Either way it sounds delicious!

Al


----------



## weev (Jul 3, 2017)

Your recipe sound good    I have made one similar a few times and couldnt tell the difference because it was cooked in the smoker but I have cooked it in the oven and you can tell which one is which that way


----------



## johnmeyer (Jul 3, 2017)

Since you are adding your own smoke, I would think plain gouda would give you a "cleaner" taste. "Smoke on smoke" might create something weird.
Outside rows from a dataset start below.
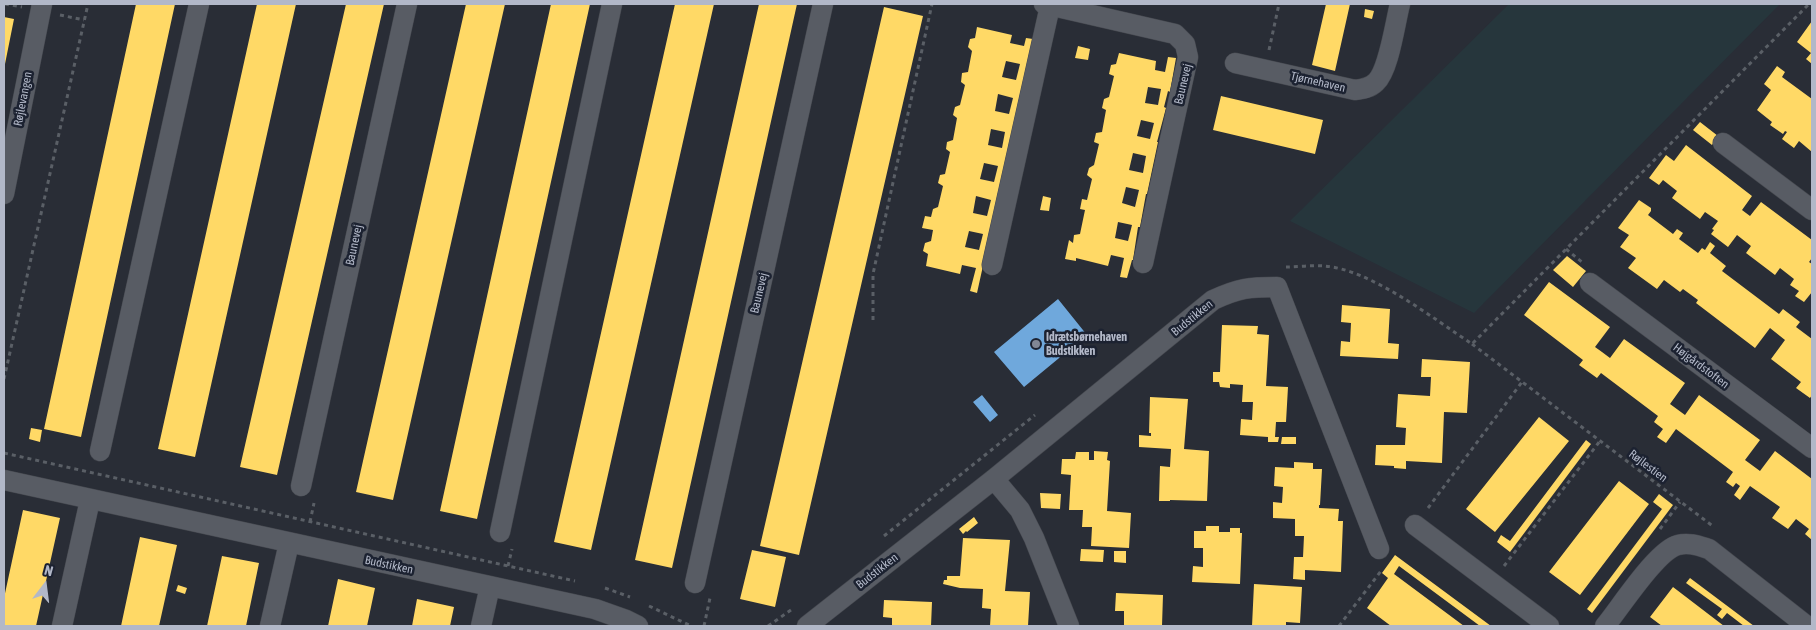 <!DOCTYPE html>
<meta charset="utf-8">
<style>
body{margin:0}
#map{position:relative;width:1816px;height:630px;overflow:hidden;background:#292d36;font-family:"Asap Condensed",sans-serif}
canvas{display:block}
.frame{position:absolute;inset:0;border:5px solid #b2b8c8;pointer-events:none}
.north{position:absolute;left:20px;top:560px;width:50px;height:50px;-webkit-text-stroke:4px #1c2231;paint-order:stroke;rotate:15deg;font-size:14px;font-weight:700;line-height:20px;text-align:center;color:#b2b8c8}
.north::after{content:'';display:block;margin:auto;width:18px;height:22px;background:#b2b8c8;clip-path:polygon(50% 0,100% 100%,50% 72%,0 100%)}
</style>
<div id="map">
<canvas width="1816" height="630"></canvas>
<div class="frame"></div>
<div class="north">N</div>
</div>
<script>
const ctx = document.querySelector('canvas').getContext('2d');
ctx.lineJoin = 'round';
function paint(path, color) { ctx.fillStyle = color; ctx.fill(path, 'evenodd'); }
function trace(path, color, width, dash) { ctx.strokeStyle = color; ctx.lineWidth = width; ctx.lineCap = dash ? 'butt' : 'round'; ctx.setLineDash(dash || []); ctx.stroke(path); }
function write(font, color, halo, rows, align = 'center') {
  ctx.font = font + ' "Asap Condensed",sans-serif'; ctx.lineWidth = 5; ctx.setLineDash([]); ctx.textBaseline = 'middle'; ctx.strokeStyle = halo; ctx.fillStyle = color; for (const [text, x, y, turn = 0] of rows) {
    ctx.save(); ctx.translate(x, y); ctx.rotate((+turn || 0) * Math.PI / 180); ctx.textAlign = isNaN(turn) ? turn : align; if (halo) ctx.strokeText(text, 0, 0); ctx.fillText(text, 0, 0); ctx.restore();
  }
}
const green = new Path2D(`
 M 1509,4 L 1780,4 L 1474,313 L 1290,221 Z`);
const homes = new Path2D(`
 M 136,4 L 175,4 L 81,437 L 44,429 Z
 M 257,4 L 296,4 L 195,457 L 158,449 Z
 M 346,4 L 384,4 L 277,475 L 240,467 Z
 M 466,4 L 505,4 L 393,500 L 356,492 Z
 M 551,4 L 590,4 L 477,519 L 440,511 Z
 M 675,4 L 714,4 L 591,550 L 554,542 Z
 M 759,4 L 797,4 L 672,568 L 635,560 Z
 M 1326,4 L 1350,4 L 1335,71 L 1312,65 Z
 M 884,7 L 923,16 L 799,555 L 760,546 Z
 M 1365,9 L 1374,11 L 1372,19 L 1364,17 Z
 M 4,17 L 14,19 L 5,64 L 4,63 Z
 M 1812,21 L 1812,64 L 1806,59 L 1811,53 L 1797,42 Z
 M 977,27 L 1012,35 L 1010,43 L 1024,46 L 1026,38 L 1033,39 L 977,293 L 970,291 L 976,268 L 962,265 L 960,274 L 926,266 L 928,254 L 923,251 L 925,243 L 931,241 L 933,230 L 922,228 L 925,216 L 931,217 L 933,209 L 938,207 L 943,186 L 938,183 L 940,175 L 945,174 L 950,152 L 946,149 L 947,142 L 953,140 L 957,118 L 953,115 L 955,107 L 960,105 L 965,85 L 961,82 L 962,73 L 968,72 L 972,51 L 968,47 L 970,39 L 975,38 ZM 1006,61 L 1020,64 L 1016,80 L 1002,77 ZM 998,94 L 1013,98 L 1009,114 L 995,111 ZM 991,129 L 1005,132 L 1002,148 L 988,145 ZM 984,163 L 998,166 L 994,182 L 980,179 ZM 976,196 L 991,200 L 987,216 L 973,213 ZM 969,231 L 983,234 L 979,250 L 965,247 Z
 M 1078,46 L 1090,49 L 1088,60 L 1075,58 Z
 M 1119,53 L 1156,61 L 1155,70 L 1165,72 L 1168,57 L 1176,58 L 1170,92 L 1168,91 L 1164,107 L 1166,108 L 1157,142 L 1158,142 L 1147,194 L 1146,194 L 1140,227 L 1138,227 L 1133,260 L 1132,260 L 1127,278 L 1120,277 L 1124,258 L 1111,255 L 1108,266 L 1076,258 L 1076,261 L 1065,259 L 1069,240 L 1073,243 L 1074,235 L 1080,234 L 1085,210 L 1080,209 L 1082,199 L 1087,200 L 1092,179 L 1087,175 L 1089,168 L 1094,165 L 1099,144 L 1094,142 L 1096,133 L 1102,132 L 1106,110 L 1102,108 L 1104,99 L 1109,97 L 1114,76 L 1109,74 L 1111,65 L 1116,64 ZM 1148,87 L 1161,89 L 1158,105 L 1145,103 ZM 1141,120 L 1154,123 L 1150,139 L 1137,136 ZM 1133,153 L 1146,156 L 1143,173 L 1129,170 ZM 1126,187 L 1139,190 L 1135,207 L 1122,203 ZM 1118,222 L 1132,225 L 1128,241 L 1115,238 Z
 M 1777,66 L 1785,72 L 1782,77 L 1812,99 L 1812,152 L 1799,141 L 1794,148 L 1782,139 L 1787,132 L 1785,131 L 1783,134 L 1770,125 L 1772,122 L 1757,110 L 1771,90 L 1764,84 Z
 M 1221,96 L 1323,120 L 1315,154 L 1213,130 Z
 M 1700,122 L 1718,136 L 1712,145 L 1693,130 Z
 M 1686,145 L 1752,196 L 1742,210 L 1750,216 L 1761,202 L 1812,240 L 1812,258 L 1809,262 L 1812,264 L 1812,292 L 1804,302 L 1795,296 L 1799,291 L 1790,285 L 1794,279 L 1780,268 L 1775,275 L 1746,253 L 1751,246 L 1737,235 L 1728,247 L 1711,234 L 1714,230 L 1712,229 L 1718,221 L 1705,212 L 1700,219 L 1672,198 L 1677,191 L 1663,180 L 1659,185 L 1649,178 L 1666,155 L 1674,161 Z
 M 1043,196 L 1051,198 L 1049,211 L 1040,210 Z
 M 1639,200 L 1651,208 L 1651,211 L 1648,215 L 1673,234 L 1677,229 L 1683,233 L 1679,239 L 1698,253 L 1702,248 L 1705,250 L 1710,242 L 1715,246 L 1710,253 L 1726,266 L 1722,271 L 1779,314 L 1783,309 L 1800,322 L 1796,327 L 1812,339 L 1812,395 L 1810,398 L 1796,388 L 1801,382 L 1771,359 L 1785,340 L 1770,328 L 1755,348 L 1696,303 L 1698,300 L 1683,289 L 1680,292 L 1664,280 L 1657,289 L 1628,268 L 1636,258 L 1620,247 L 1629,235 L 1618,228 Z
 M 1567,256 L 1586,271 L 1573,287 L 1553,270 Z
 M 1549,282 L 1610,327 L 1595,347 L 1602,352 L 1610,358 L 1624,339 L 1685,383 L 1670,404 L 1685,415 L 1699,395 L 1760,440 L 1745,460 L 1760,471 L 1775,451 L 1812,479 L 1812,540 L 1805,534 L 1809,529 L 1796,519 L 1788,529 L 1772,518 L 1780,507 L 1750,486 L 1740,500 L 1734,495 L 1740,486 L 1736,483 L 1733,487 L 1726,482 L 1733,472 L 1676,429 L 1666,443 L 1657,437 L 1663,429 L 1654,422 L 1658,416 L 1601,373 L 1597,378 L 1579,365 L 1583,360 L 1524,315 Z
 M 1342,305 L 1390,309 L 1388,343 L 1399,344 L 1398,359 L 1340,356 L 1341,341 L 1350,342 L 1351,323 L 1341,322 Z
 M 1222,325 L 1258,326 L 1257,334 L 1269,335 L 1266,386 L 1288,387 L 1286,422 L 1276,422 L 1275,437 L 1279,437 L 1278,442 L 1268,442 L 1268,437 L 1240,435 L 1241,419 L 1252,420 L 1253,402 L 1242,402 L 1243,385 L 1230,384 L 1230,388 L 1220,387 L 1219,382 L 1213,382 L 1213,372 L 1220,372 Z
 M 1422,359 L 1470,362 L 1467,413 L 1444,412 L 1442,463 L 1406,461 L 1406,469 L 1394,468 L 1394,466 L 1375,465 L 1376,445 L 1405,445 L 1406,428 L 1396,427 L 1398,394 L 1430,396 L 1431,377 L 1421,377 Z
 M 1150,397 L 1188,399 L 1184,449 L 1209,451 L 1207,501 L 1170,500 L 1170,501 L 1159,501 L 1160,466 L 1170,467 L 1171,449 L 1139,447 L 1139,435 L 1151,436 L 1151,433 L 1149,433 Z
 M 1539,417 L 1569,441 L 1495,532 L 1466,509 Z
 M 31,428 L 42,430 L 40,442 L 29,439 Z
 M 1282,437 L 1296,437 L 1296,444 L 1281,444 Z
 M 1586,440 L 1591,444 L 1510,552 L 1497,542 L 1501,535 L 1510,541 Z
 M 1094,451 L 1108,452 L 1107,460 L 1110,461 L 1107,511 L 1131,513 L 1129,548 L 1091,546 L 1092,527 L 1082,527 L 1083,510 L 1069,510 L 1071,475 L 1061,474 L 1062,459 L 1075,459 L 1076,452 L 1089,452 L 1089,460 L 1094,460 Z
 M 1294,462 L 1313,463 L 1313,469 L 1322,469 L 1320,505 L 1319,505 L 1319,508 L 1339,509 L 1338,521 L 1343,521 L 1341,572 L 1305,570 L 1305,580 L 1293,579 L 1294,557 L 1303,557 L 1304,536 L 1295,536 L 1295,519 L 1273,518 L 1273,502 L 1282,503 L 1283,487 L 1274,486 L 1275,467 L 1294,468 Z
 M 1619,481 L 1649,504 L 1580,595 L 1549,572 Z
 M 1040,493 L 1061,494 L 1060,509 L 1041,508 Z
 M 1659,494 L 1673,505 L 1592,613 L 1587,609 L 1662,509 L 1653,502 Z
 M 23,510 L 60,518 L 36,626 L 4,626 L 4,598 Z
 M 974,517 L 978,523 L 967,532 L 966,531 L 963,534 L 959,529 Z
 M 1206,526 L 1219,526 L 1219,532 L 1230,532 L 1230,528 L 1240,528 L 1240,533 L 1242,533 L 1240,584 L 1192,582 L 1193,566 L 1203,567 L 1203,548 L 1194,548 L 1194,531 L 1206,531 Z
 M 140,537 L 177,545 L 159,626 L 121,626 Z
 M 963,538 L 1010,540 L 1005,591 L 1030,592 L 1028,626 L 990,626 L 991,609 L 982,608 L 983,589 L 960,588 L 943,584 L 944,580 L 947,580 L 947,576 L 960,576 Z
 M 1081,549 L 1104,550 L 1103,562 L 1080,561 Z
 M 752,550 L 786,557 L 775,607 L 740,599 Z
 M 1114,551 L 1126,551 L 1126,563 L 1114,562 Z
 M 1395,555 L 1491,626 L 1480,626 L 1399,566 L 1394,574 L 1464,626 L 1391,626 L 1367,608 L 1388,578 L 1382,573 Z
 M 222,556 L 259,563 L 246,626 L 207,626 Z
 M 1690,578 L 1754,626 L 1744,626 L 1727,613 L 1722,619 L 1717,615 L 1722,609 L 1686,583 Z
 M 338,579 L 375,588 L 367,626 L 328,626 Z
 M 1254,584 L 1302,587 L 1300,623 L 1286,622 L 1286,626 L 1252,626 Z
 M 178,585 L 187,588 L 185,594 L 176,591 Z
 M 1673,587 L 1724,626 L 1662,626 L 1650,617 Z
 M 1116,593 L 1163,595 L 1162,626 L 1124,626 L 1124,611 L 1115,611 Z
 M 417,599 L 454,607 L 450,626 L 412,626 Z
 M 884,600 L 932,602 L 931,626 L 892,626 L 892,618 L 883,617 Z`);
const schools = new Path2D(`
 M 1058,299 L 1087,335 L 1024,387 L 994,352 Z
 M 982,395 L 998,415 L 990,422 L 973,402 Z`);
const path = new Path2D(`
 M 5,4 L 22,7
 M 60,15 L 84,20
 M 1269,50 L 1279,4
 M 1566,249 L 1583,263
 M 1286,267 C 1298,267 1312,265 1324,266 C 1370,269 1434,319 1472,344 L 1809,4
 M 873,320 L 873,274 L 932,4
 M 1472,344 L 1714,527
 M 4,379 L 88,4
 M 4,453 L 575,581
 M 1428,508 L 1522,382
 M 310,522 L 314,503
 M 1660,529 L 1680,502
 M 884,536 L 1035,415
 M 508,566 L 512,549
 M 1504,566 L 1600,441
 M 605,588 L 630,597
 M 649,606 L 691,626
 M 704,626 L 710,598
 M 768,626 L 791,610
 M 1339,626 L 1381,571`);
const minor = new Path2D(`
 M 1044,4 L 1175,34 L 1185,44 L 1188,57 L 1143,263
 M 1235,63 L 1355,90 C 1363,89 1370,88 1376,82 C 1389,70 1395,23 1400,4
 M 1723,143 L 1812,210
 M 4,194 L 42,4
 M 992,265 L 1050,6
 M 1590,283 L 1812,448
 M 100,451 L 199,4
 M 994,479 L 1020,510 L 1034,538 L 1069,626
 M 4,480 L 595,609 L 626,620 L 638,626
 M 301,486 L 407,4
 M 1415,525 L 1549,626
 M 500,532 L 612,4
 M 695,583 L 823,4
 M 62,626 L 90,500
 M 270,626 L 289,543
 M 481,626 L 490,586
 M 807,626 L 994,479 L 1213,300 C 1239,288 1249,287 1277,287 L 1379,549
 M 1605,626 C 1620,608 1657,550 1678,545 C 1689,542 1699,546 1709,549 L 1807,626`);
const markers = [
 [1036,344,5,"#828795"]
];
const streetNames = [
 ["Tjørnehaven",1318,82,13],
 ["Baunevej",1183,84,-77],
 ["Røjlevangen",23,99,-79],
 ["Baunevej",354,245,-78],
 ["Baunevej",759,293,-77],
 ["Budstikken",1192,318,-39],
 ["Højgårdstoften",1701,366,37],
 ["Røjlestien",1648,466,37],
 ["Budstikken",389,565,12],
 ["Budstikken",877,571,-38]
];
const poiNames = [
 ["Idrætsbørnehaven",1046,337],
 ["Budstikken",1046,351]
];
paint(green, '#26363c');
paint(homes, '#ffd966');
paint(schools, '#6fa8dc');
trace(minor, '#45484f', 21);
trace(path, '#5a5f66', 3, [4, 4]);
trace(minor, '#585c64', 20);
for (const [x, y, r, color] of markers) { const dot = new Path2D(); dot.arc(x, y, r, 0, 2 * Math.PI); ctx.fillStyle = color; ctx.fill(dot); trace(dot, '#1c2231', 2); }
write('12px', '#b2b8c8', '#1c2231', streetNames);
write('bold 12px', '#b2b8c8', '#1c2231', poiNames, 'left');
</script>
However, I'll be really interested to hear what you find out when you try it both ways.


----------



## gapi (Jul 4, 2017)

It came out good both ways and I really couldn't tell between them.

You can see bacon wrapped chicken livers on the plate as well.

Thanks All.













IMG_20170703_163713.jpg



__ gapi
__ Jul 4, 2017


















IMG_20170703_172418.jpg



__ gapi
__ Jul 4, 2017


















IMG_20170703_173523.jpg



__ gapi
__ Jul 4, 2017


----------



## b-one (Jul 4, 2017)

Hat all looks great!


----------



## griz400 (Jul 4, 2017)

Very nice burn there, looks great -- points to you for that mac an birds


----------



## mattster (Jul 7, 2017)

gapi said:


> I see recipes for smoked mac & cheese and some say smoked Gouda and some plain.
> 
> I plan on putting mine in the smoker. would the smoked Gouda be too much?
> 
> ...


I did 2 batches of M&C this weekend.  first one i did with some plain gouda, and the second with smoked gouda.  there were obviously other cheeses in the recipe i used, but i couldn't tell the difference between them (then again i'm pretty new to this).....although the second batch came out a bit better because i smoked it for about 45 minutes less than the first batch (didn't really have anything to do with the cheeses)


----------



## gapi (Jul 7, 2017)

Thanks All,

Just my 2¢ but the next time I want smoked M&C it will be to only smoked entree in the meal. Smoked meat and side was a little more smoke in a meal than I liked (ate it anyways heh).

Then again I may smoke em both if there is rack space and put the M&C back for another day.


----------